# e-bike/moped motor and controller questions



## Mad Professor (Dec 18, 2010)

Good day all.

As per the title I am looking for info regarding e-bike/moped motor and controller.

Most e-bike's & e-moped's I have seen on the internet use DC brushless 3-phase hub motors.

I am working on a e-moped, but the hub motor only has two wires, so can not be a 3-phase brushless motor.

This e-moped works ok on the flat once it's upto speed, but is useless from a standstill, or to try and go up any kind of hill.

I have looked all over the hub motor for a make / model number, the only thing I can see is a name: (TIANNENG), and what I would guess to be a serial number.

The motor is ment to be around 200W so I know it's not very powerfull. 

But I was expecting better out of this e-moped.

The controller is very small and light weight, the lable is mostly in chinese, but the model number is: ZKC3615KA-CT2.

There are quite a few wires connected to this box, power, motor, throttle, speedo, etc.

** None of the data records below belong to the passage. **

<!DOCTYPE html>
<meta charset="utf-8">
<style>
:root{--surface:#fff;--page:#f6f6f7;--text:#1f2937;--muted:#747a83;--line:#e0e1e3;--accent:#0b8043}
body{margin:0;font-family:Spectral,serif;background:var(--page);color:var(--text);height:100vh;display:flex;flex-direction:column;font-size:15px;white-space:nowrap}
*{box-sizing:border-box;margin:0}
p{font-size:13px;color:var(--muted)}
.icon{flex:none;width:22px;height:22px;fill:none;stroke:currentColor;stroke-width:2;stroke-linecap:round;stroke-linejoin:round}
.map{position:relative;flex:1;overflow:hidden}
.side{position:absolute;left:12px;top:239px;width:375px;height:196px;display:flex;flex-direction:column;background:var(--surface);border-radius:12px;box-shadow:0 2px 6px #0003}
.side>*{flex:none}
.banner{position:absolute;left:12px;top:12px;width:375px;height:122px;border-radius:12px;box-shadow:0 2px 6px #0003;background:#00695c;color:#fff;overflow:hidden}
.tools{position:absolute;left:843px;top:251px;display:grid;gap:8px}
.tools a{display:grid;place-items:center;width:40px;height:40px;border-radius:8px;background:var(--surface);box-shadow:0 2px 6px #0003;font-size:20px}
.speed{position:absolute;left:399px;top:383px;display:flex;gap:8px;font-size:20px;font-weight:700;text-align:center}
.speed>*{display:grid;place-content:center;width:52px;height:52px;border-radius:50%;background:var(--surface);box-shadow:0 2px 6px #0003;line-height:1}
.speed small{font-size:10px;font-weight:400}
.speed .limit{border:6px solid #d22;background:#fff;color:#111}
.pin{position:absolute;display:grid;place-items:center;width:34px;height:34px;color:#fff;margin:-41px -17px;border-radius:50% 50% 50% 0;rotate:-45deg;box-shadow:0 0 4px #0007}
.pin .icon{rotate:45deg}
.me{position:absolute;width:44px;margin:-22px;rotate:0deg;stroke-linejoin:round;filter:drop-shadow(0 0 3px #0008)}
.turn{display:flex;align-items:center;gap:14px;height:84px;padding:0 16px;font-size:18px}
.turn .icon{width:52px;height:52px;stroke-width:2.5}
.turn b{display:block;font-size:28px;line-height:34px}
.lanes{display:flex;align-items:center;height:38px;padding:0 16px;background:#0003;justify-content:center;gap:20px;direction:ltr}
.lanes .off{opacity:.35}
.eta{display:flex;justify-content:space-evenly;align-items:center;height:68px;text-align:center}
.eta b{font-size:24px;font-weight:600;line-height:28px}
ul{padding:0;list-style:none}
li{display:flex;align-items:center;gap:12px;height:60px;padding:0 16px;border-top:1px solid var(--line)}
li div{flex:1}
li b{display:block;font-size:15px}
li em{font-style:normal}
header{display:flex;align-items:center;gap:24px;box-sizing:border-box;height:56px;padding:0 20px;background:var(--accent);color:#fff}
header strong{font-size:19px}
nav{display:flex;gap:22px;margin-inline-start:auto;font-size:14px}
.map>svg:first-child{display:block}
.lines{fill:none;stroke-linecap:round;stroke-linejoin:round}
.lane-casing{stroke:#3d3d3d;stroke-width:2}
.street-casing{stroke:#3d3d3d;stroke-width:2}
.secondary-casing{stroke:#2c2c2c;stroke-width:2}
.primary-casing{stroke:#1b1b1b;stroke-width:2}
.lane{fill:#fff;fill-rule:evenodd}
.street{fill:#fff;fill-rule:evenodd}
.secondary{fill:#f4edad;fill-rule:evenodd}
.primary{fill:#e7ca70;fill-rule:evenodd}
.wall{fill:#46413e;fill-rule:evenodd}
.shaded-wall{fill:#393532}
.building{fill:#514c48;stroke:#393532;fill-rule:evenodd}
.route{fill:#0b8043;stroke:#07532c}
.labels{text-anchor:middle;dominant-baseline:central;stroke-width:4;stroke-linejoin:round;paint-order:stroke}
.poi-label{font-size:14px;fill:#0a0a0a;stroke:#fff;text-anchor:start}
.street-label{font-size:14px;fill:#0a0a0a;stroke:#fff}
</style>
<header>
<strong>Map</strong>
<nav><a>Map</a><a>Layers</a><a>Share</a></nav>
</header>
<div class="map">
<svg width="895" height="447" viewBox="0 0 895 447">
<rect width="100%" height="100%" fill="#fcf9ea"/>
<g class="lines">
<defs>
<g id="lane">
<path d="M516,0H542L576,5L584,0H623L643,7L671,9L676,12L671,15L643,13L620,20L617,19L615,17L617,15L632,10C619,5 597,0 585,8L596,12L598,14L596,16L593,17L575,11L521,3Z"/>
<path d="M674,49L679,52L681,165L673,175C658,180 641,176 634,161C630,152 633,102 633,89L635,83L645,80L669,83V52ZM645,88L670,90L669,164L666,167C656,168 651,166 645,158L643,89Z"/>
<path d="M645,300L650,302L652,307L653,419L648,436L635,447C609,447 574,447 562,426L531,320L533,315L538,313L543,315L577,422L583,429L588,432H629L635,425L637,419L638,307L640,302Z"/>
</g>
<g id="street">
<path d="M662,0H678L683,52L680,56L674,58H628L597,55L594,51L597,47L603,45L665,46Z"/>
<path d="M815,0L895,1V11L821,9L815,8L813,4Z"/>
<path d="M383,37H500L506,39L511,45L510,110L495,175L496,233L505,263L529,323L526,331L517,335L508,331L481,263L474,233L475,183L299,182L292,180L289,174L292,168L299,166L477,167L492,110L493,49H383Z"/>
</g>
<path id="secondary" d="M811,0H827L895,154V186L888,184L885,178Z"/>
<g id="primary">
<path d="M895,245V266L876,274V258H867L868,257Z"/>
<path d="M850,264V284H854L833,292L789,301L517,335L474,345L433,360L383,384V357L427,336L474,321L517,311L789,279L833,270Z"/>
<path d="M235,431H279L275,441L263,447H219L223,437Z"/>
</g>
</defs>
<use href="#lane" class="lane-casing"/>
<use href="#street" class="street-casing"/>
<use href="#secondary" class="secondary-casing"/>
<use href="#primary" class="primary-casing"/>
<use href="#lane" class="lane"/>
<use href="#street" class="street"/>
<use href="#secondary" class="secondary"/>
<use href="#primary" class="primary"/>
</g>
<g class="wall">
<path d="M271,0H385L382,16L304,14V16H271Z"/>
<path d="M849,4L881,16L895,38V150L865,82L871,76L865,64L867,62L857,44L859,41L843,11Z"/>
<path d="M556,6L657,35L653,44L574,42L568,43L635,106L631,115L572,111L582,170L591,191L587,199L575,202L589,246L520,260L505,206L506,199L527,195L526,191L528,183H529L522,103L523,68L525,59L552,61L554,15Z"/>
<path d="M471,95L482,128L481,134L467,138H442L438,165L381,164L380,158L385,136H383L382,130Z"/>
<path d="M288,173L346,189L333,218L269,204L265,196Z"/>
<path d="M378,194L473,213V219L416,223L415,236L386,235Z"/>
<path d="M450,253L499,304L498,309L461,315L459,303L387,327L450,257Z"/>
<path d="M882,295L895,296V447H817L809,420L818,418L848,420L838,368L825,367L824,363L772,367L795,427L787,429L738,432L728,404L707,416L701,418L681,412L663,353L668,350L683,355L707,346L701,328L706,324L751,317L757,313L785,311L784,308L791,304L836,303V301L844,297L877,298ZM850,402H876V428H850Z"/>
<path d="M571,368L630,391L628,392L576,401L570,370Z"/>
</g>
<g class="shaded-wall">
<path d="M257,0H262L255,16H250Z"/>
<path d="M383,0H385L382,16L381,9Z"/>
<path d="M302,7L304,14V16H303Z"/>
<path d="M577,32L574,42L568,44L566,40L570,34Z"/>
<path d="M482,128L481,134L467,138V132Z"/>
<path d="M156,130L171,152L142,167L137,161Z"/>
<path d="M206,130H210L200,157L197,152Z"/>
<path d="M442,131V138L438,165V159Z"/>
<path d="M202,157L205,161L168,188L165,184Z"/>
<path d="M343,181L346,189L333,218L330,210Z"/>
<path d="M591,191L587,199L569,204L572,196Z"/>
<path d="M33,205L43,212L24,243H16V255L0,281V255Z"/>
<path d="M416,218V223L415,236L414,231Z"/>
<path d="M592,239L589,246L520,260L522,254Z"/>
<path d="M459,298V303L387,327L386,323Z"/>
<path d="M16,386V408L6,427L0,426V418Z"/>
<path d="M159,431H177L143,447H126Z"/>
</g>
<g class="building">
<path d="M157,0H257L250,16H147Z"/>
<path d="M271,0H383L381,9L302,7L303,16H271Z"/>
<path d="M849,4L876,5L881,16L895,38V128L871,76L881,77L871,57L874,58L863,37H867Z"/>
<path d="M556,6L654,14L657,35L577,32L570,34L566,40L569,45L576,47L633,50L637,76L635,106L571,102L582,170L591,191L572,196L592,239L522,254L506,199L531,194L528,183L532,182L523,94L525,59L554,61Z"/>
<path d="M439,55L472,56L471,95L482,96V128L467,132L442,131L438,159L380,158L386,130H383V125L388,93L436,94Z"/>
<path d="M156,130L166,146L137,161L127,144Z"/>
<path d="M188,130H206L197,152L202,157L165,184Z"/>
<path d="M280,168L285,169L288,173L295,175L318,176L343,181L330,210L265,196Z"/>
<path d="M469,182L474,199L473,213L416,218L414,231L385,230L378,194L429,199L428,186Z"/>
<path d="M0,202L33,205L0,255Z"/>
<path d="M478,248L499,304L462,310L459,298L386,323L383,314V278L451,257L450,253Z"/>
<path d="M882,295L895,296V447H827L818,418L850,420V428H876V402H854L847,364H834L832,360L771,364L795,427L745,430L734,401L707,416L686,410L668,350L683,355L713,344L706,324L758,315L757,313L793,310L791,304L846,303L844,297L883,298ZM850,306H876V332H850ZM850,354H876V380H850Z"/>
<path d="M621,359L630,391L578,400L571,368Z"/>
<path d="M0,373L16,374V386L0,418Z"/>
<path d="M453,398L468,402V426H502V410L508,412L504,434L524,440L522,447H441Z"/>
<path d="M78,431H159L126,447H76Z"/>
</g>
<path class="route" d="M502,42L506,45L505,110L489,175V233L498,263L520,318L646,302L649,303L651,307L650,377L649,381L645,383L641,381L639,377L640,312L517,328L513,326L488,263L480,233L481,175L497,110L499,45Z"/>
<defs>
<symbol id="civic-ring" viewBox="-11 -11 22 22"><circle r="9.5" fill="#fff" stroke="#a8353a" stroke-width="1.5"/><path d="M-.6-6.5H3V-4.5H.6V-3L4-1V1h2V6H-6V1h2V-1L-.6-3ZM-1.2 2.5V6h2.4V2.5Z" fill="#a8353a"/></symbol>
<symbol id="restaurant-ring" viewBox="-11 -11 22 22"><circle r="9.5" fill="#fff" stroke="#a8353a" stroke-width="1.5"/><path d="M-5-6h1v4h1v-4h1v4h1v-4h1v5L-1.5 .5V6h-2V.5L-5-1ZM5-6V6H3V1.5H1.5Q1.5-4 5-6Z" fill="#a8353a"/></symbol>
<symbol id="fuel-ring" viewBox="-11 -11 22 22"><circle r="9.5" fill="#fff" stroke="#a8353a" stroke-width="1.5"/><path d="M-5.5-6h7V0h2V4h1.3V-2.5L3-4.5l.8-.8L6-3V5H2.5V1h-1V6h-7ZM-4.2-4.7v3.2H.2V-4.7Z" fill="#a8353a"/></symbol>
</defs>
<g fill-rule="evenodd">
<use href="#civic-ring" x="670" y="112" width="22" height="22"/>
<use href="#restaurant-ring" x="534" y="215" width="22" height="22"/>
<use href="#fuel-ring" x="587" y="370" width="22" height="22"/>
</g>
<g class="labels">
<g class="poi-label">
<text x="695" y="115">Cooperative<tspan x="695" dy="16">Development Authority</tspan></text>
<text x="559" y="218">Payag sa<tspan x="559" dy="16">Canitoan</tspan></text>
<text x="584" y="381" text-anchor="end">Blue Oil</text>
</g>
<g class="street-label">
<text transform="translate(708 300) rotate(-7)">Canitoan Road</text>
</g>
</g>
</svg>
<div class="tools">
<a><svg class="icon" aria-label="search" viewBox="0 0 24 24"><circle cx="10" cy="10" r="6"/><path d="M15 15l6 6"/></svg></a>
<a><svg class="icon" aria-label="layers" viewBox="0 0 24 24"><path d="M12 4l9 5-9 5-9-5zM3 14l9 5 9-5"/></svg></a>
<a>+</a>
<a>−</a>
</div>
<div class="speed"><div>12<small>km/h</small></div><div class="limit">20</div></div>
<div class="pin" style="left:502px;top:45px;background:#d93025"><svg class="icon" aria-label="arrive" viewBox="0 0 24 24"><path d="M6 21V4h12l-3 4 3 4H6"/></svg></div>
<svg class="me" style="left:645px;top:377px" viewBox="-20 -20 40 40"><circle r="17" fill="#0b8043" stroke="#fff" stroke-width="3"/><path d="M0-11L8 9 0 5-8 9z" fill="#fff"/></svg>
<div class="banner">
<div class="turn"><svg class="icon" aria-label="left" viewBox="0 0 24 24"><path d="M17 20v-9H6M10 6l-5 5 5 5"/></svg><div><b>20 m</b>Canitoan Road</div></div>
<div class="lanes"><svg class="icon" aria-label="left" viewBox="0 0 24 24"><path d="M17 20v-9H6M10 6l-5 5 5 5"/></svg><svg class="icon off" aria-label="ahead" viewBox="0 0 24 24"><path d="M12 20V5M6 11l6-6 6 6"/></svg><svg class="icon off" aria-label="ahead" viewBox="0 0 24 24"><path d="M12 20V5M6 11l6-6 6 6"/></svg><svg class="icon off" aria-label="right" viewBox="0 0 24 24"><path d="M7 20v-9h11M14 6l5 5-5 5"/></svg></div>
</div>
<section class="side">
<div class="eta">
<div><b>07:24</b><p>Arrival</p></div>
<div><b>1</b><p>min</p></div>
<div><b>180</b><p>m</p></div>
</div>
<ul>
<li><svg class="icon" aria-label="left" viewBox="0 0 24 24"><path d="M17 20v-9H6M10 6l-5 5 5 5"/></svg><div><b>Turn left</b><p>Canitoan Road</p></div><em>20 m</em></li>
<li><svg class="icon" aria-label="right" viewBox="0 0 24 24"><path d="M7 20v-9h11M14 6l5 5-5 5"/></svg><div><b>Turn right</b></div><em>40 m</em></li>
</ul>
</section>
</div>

When the motor is free running the voltage at the motor runs from 0-36volts, and pulls around 0.50-0.60amps.
When you try to pull away at a standstill the voltage shows 17volts at the motor, and pulls around 13.40-13.50amps.

13.50A * 17Volts = 229.5Watts, So the motor is pulling alittle bit more then it should.

If the motor is rated at 200W @ 36V, it should pull around 5.555Amps at full voltage.

Is there anything I can do to give this motor more torque at standstill?

Thanks for your time. 

Best Regards.


----------



## Salty9 (Jul 13, 2009)

You might try http://endless-sphere.com/forums/viewforum.php?f=10 They generally have more info on these types of motors.


----------



## Mad Professor (Dec 18, 2010)

Thanks for the link.


----------